The lack of this distinction might not be recognized theoretically. However, it brings about serious consequences, whose manifestation is discernible in the practices of religious teachings and religious education.

If religion as a membership group is emphasized, it will tend to become inward-looking, rigid and exclusive. Conversely, if the dimension of a reference group is given the main attention and accentuation, a religion tends to become outward-looking, inclusive and tolerant. This happens to be the case because people can refer to and appreciate the same values they share with each other, although they might belong to different religious communities and come from different denominations.

The inward-looking and exclusive attitude or the outward- looking and inclusive inclination is often reflected in religious education. But are children and students taught and motivated to respect and love one another as members of a religious community, or first and foremost as human beings?

Are people from other religions treated as fellow travelers in the common search for the truth and the common struggle for perfection, or are they just discarded as the miserable who are led astray by undesirable signs of darkness? Is salvation then regarded as an attribute of a social group or the fruit of one's perseverance in certain values and norms?

It is often underestimated that political affairs have a lot to do with the instructional atmosphere and educational situation in classrooms and lecture halls. Instruction in religion is a good case in point.

If religion is introduced as a reference group with an inclusive nature, it can become a way to help understand and respect other people, even if they come from different denominations. They are perceived and seen as fellow human beings, the very bearers of human rights, who deserve our recognition and respect even if they turn out to become murderers or executors of high crimes.

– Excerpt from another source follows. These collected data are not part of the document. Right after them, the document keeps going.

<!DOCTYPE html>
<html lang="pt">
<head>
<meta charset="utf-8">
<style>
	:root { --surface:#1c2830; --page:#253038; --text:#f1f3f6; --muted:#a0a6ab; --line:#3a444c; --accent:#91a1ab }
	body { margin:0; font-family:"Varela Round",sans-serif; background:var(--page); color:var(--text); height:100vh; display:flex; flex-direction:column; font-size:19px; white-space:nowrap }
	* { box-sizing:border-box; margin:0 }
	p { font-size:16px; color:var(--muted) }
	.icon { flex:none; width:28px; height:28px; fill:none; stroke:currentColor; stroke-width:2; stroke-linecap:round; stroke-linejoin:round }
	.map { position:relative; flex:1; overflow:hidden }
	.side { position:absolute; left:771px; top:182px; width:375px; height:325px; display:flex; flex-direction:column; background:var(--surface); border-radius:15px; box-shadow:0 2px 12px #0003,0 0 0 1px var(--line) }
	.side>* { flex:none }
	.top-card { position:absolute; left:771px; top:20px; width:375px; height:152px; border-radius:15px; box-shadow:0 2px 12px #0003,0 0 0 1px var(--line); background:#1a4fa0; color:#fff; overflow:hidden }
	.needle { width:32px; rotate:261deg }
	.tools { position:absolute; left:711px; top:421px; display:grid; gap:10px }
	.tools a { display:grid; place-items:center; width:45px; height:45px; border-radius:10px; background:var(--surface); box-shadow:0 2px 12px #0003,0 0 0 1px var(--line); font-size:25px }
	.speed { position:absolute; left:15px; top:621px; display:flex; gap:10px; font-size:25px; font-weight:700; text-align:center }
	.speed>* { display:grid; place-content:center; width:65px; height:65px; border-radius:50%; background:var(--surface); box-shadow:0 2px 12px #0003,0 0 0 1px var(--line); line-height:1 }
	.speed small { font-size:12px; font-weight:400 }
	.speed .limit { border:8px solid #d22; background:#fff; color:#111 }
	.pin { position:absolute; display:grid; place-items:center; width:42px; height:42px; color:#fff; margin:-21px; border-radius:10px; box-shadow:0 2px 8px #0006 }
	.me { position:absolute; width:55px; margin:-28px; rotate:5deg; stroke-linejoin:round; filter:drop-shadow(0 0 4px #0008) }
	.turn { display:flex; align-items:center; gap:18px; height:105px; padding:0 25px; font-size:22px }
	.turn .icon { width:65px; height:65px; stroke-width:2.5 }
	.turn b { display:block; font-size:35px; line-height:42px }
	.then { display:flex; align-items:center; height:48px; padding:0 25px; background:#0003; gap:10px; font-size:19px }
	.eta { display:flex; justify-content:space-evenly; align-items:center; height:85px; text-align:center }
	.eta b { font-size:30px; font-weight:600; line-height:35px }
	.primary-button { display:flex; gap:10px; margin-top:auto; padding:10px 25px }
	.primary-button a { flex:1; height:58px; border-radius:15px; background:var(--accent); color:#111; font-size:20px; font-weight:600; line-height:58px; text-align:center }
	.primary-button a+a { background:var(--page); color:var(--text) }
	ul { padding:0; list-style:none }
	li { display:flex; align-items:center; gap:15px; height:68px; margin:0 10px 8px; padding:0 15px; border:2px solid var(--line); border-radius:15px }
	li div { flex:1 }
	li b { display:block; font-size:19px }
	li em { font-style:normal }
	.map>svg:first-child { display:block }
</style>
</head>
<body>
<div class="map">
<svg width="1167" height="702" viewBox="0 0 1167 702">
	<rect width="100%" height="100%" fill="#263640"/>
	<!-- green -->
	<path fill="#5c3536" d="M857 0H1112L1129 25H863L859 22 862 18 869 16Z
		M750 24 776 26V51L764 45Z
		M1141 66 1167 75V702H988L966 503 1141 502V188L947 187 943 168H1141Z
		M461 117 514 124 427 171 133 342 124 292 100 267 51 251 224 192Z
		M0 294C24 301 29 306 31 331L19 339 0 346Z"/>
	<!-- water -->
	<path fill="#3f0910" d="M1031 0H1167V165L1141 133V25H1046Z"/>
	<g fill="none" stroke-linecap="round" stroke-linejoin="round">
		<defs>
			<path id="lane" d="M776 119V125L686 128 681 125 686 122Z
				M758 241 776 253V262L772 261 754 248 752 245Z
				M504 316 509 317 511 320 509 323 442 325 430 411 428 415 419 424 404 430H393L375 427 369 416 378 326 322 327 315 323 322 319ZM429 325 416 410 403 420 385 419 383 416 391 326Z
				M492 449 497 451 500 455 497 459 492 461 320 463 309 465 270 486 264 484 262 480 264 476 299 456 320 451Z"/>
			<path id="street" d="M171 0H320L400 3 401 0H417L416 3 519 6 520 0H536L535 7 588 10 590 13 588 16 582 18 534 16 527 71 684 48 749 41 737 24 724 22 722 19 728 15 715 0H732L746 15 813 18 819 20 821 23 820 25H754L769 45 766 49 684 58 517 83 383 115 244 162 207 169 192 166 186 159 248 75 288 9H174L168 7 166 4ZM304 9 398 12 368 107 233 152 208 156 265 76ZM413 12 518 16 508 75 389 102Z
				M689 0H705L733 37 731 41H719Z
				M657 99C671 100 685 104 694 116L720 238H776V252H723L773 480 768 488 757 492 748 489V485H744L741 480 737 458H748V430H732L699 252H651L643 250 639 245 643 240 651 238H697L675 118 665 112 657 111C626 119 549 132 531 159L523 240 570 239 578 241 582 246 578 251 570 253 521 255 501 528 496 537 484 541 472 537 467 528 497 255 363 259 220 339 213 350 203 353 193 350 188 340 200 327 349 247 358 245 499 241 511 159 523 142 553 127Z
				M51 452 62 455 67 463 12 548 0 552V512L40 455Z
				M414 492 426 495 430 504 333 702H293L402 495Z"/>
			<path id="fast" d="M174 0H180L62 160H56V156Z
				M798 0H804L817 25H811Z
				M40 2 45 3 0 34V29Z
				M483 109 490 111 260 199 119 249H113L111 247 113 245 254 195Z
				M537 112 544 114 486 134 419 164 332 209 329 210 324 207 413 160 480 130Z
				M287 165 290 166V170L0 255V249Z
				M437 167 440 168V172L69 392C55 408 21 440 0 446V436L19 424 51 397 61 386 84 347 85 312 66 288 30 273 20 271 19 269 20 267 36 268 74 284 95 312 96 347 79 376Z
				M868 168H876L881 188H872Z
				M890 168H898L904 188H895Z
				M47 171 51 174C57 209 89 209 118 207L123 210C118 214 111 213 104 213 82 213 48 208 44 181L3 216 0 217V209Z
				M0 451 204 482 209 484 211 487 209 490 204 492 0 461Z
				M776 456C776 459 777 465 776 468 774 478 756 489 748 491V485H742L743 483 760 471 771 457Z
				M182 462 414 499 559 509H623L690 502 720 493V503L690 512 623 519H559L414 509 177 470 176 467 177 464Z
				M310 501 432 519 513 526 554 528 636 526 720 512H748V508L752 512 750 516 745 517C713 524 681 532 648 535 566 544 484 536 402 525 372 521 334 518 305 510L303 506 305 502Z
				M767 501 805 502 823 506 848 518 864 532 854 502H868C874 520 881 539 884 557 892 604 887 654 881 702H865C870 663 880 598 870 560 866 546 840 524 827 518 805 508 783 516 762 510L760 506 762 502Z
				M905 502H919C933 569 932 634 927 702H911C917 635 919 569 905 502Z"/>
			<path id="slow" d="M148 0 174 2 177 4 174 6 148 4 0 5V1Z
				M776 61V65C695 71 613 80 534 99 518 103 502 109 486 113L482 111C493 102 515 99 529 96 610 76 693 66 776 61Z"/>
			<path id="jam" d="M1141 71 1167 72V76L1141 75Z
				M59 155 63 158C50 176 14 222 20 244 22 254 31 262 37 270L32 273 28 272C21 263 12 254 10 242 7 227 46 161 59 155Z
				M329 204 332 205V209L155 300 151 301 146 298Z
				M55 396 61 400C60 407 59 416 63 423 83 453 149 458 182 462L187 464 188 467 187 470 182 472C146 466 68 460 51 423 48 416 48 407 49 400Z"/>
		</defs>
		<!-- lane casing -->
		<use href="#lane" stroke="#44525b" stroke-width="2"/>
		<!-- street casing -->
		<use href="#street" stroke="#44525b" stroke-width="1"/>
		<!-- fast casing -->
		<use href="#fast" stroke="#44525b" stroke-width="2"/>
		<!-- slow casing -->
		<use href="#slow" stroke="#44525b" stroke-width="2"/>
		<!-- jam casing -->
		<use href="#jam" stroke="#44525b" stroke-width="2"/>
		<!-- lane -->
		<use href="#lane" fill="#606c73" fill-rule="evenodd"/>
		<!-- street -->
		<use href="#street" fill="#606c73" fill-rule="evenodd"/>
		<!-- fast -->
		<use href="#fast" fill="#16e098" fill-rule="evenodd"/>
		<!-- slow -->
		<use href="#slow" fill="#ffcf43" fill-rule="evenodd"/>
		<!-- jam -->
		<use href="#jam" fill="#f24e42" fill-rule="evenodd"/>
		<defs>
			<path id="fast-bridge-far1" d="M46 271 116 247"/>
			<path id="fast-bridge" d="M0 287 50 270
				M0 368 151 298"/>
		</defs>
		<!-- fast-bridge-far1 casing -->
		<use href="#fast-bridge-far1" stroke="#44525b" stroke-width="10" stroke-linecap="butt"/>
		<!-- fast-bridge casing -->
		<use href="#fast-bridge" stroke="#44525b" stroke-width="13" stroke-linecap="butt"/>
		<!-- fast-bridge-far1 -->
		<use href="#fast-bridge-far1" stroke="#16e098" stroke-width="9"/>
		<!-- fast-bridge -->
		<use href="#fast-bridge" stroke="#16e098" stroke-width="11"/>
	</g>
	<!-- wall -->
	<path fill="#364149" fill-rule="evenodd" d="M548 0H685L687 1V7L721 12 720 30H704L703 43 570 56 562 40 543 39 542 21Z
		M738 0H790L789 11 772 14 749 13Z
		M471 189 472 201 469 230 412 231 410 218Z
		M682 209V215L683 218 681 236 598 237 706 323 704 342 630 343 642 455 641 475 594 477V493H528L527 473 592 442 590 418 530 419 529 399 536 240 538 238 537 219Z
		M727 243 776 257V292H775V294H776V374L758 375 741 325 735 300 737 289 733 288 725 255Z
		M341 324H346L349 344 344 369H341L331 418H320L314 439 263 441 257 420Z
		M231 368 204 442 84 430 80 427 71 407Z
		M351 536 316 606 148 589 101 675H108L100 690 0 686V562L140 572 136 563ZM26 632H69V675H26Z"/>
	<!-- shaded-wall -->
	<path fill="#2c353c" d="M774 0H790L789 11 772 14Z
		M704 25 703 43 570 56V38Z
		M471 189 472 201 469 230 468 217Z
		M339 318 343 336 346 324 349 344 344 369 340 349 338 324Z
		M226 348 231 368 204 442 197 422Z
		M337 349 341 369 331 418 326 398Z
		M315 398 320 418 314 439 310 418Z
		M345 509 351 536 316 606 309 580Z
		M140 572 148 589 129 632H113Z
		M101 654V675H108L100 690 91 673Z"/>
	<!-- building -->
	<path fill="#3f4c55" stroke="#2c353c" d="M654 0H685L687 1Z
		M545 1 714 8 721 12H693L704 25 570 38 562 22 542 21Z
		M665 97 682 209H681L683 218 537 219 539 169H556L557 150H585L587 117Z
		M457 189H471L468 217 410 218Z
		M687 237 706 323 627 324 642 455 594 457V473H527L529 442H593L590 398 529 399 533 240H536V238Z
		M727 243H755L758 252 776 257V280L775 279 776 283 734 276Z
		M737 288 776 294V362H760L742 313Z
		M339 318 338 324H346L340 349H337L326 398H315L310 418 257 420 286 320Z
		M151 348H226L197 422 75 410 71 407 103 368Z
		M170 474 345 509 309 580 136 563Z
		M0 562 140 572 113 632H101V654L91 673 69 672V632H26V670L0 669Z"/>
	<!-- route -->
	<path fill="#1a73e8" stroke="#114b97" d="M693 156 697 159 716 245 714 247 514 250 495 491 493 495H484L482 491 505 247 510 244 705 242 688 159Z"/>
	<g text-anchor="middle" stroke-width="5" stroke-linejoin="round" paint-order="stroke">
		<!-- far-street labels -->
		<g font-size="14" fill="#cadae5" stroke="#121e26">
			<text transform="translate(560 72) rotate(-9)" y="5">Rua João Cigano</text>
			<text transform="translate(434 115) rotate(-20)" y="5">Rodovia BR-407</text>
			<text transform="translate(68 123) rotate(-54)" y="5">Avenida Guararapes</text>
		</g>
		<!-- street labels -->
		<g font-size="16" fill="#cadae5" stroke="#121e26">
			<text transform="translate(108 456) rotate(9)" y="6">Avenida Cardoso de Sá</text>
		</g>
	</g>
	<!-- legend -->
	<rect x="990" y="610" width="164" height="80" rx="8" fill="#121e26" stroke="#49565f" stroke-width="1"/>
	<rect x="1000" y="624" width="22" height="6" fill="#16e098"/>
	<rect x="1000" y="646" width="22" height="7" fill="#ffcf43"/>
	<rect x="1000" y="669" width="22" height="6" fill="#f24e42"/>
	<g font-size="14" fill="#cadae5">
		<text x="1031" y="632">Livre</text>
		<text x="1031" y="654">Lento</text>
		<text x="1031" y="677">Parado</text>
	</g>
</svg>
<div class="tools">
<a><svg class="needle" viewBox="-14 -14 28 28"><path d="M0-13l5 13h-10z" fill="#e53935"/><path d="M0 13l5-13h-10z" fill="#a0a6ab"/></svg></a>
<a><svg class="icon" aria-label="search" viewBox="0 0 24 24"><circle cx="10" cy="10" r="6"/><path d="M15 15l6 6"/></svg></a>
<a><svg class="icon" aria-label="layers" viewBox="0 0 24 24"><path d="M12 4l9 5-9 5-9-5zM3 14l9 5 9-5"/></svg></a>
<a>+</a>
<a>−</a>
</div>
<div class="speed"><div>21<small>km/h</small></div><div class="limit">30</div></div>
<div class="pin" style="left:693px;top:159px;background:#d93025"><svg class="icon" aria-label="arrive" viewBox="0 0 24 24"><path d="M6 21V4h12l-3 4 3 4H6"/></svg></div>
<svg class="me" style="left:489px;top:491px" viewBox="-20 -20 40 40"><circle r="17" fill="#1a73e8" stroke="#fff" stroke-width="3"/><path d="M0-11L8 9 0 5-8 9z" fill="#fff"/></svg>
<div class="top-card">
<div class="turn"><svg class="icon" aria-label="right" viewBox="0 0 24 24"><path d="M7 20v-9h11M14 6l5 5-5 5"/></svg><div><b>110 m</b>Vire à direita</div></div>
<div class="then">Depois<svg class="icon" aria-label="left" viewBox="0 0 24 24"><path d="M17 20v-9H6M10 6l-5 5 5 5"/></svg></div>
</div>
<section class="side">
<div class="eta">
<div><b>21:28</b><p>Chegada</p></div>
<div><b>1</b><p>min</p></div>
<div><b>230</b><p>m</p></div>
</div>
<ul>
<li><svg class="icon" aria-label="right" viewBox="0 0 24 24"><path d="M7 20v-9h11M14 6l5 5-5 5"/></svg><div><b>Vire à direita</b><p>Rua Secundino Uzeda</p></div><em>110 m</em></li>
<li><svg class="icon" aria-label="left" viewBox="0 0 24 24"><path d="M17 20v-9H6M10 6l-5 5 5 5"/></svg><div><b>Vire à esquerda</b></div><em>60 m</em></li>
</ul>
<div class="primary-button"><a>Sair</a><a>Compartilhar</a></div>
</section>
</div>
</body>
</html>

But if religion is treated only as a membership group, which is self-contained and exclusive, the outsiders will be easily faced with suspicion, misgivings, prejudice and even animosity. Those who are not with us must be against us.

Therefore it is up to religious teachers and spiritual educators if they want to make religion a means of building integration that is instrumental to long-lasting peace, or whether they turn out to contribute unwittingly or consciously to the distribution and proliferation of hatred, in which many ongoing conflicts might have originated.